>>>>>

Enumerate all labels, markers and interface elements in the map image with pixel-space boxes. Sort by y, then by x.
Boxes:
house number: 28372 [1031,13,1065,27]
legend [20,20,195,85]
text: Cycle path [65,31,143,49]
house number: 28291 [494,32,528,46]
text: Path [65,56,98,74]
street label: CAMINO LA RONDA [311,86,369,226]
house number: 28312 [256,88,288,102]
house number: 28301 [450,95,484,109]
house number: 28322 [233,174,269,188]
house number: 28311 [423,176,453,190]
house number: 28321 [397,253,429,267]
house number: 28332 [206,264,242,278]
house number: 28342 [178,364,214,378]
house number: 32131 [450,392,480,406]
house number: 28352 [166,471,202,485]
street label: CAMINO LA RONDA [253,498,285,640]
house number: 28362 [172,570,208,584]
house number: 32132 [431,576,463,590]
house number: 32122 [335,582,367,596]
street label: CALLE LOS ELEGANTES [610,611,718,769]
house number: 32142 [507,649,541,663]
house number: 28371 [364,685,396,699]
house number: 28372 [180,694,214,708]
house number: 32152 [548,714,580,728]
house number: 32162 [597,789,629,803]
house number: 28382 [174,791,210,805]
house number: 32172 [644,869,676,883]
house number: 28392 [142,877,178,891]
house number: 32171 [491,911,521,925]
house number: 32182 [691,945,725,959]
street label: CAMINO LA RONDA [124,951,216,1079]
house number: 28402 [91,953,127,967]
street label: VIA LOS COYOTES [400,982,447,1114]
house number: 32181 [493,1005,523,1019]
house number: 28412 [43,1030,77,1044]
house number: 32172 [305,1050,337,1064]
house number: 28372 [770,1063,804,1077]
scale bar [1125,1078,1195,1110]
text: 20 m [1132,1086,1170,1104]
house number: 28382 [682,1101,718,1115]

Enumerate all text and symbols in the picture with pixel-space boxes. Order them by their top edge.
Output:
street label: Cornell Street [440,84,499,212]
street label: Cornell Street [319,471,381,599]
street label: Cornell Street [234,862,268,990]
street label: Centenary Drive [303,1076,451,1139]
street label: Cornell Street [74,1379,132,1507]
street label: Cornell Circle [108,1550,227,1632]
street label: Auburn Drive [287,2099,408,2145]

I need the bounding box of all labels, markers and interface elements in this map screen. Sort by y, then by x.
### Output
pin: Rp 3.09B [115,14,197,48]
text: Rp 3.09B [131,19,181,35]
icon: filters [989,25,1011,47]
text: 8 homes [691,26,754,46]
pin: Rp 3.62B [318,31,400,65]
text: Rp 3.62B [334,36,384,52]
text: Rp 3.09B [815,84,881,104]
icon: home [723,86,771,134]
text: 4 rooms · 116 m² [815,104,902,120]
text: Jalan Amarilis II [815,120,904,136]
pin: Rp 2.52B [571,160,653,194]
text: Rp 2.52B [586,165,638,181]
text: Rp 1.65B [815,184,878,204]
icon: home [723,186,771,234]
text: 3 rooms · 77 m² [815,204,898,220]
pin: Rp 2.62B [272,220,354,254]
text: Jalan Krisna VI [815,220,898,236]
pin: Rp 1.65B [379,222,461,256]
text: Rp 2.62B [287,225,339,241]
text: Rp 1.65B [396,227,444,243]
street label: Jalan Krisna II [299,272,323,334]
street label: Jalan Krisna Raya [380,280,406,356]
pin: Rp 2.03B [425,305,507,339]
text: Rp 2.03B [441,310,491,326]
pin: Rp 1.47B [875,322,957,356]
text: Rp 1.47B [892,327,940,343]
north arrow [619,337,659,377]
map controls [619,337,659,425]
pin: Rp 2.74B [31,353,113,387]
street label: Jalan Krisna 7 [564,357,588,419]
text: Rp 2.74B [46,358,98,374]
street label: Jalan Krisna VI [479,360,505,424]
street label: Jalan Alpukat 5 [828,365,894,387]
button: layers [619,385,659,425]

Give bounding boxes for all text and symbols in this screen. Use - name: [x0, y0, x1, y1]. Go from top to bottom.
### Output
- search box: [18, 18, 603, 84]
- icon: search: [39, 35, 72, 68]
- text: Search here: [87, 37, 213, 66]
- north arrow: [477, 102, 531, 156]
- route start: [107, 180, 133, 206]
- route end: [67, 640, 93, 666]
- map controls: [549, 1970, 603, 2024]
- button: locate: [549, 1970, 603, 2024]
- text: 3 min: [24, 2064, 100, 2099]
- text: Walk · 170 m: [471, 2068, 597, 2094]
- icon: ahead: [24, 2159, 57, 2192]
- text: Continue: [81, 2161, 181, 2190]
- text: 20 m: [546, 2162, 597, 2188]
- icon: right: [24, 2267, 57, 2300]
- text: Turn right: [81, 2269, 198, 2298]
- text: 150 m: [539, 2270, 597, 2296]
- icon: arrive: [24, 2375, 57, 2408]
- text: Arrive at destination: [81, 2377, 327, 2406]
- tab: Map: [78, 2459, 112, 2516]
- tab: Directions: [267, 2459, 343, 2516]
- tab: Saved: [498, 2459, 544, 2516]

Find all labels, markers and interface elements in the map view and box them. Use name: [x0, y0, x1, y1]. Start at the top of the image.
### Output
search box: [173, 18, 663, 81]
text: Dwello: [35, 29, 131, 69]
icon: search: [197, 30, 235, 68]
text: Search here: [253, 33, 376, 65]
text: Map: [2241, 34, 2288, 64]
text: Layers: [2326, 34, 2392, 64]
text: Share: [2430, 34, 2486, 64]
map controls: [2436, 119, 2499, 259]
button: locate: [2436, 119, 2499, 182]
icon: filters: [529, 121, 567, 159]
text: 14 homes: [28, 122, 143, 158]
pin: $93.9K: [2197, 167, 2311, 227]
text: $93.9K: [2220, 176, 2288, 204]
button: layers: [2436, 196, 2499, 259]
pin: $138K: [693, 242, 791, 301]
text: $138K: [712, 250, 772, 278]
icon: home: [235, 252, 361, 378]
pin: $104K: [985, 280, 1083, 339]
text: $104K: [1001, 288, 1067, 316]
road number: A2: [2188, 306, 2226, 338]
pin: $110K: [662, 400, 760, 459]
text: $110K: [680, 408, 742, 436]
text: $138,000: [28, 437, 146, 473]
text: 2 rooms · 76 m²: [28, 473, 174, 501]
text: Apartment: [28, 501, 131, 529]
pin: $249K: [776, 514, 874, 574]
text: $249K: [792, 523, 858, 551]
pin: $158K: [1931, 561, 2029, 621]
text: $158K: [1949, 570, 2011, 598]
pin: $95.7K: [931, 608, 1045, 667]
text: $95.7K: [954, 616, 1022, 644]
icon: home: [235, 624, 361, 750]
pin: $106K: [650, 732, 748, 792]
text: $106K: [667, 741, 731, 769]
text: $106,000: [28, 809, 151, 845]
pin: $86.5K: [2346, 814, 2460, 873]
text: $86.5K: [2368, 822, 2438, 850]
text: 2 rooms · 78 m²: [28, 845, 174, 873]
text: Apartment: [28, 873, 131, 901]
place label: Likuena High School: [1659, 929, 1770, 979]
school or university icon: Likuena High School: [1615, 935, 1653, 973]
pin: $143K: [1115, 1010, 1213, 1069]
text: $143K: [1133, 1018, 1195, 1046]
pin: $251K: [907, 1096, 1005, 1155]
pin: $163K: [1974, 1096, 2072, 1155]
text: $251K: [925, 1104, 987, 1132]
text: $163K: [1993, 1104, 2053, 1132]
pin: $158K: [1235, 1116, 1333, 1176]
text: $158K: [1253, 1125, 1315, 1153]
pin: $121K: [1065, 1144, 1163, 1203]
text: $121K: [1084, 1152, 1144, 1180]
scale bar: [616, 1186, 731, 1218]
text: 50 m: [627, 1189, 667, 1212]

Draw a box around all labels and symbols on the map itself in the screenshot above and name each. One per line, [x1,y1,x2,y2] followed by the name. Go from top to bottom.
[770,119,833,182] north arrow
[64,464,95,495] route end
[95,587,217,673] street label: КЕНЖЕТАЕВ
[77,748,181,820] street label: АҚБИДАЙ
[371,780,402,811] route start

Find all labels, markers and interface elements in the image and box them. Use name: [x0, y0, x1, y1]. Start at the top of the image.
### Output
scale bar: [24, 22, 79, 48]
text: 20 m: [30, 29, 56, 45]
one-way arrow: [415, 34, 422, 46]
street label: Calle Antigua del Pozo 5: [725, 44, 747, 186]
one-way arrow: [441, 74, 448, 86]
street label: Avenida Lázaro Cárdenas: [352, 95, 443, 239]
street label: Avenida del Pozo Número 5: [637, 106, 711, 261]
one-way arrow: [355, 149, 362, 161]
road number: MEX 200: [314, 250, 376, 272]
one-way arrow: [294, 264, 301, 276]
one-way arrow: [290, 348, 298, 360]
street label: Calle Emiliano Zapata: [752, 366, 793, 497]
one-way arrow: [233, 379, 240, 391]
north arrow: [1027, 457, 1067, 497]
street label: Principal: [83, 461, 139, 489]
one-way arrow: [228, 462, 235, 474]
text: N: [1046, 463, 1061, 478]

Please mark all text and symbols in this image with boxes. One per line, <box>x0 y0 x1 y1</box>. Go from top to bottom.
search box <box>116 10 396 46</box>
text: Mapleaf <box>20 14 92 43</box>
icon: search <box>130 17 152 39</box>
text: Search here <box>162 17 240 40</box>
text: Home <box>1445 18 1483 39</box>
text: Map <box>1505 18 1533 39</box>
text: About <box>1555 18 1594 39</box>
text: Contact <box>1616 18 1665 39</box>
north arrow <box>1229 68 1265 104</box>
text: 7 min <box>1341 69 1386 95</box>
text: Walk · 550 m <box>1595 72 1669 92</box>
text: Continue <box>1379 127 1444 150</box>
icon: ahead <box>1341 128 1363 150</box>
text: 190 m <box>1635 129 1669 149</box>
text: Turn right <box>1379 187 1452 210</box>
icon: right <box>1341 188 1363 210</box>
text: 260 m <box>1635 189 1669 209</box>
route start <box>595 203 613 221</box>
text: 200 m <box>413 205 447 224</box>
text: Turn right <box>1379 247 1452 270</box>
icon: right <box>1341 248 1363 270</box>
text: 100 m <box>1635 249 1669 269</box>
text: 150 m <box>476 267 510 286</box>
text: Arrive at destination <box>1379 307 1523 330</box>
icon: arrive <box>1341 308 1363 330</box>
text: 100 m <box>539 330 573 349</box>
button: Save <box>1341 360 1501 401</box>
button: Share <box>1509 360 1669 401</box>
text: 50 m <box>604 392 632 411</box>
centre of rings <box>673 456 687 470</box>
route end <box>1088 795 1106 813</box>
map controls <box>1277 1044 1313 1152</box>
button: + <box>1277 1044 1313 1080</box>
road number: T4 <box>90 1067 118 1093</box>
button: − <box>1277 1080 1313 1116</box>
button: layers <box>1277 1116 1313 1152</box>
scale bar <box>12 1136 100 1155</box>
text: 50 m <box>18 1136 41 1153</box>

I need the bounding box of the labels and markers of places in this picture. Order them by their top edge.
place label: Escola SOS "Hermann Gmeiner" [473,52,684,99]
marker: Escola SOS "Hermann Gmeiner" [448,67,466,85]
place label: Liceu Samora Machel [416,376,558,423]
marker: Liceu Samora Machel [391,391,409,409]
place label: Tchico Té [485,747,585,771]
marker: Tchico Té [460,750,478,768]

<<<<<

# WHAT IS EXPECTED:
Please count the lines in the material above that hold the word "Liceu", and give only the total.

# SOLUTION BELOW:
2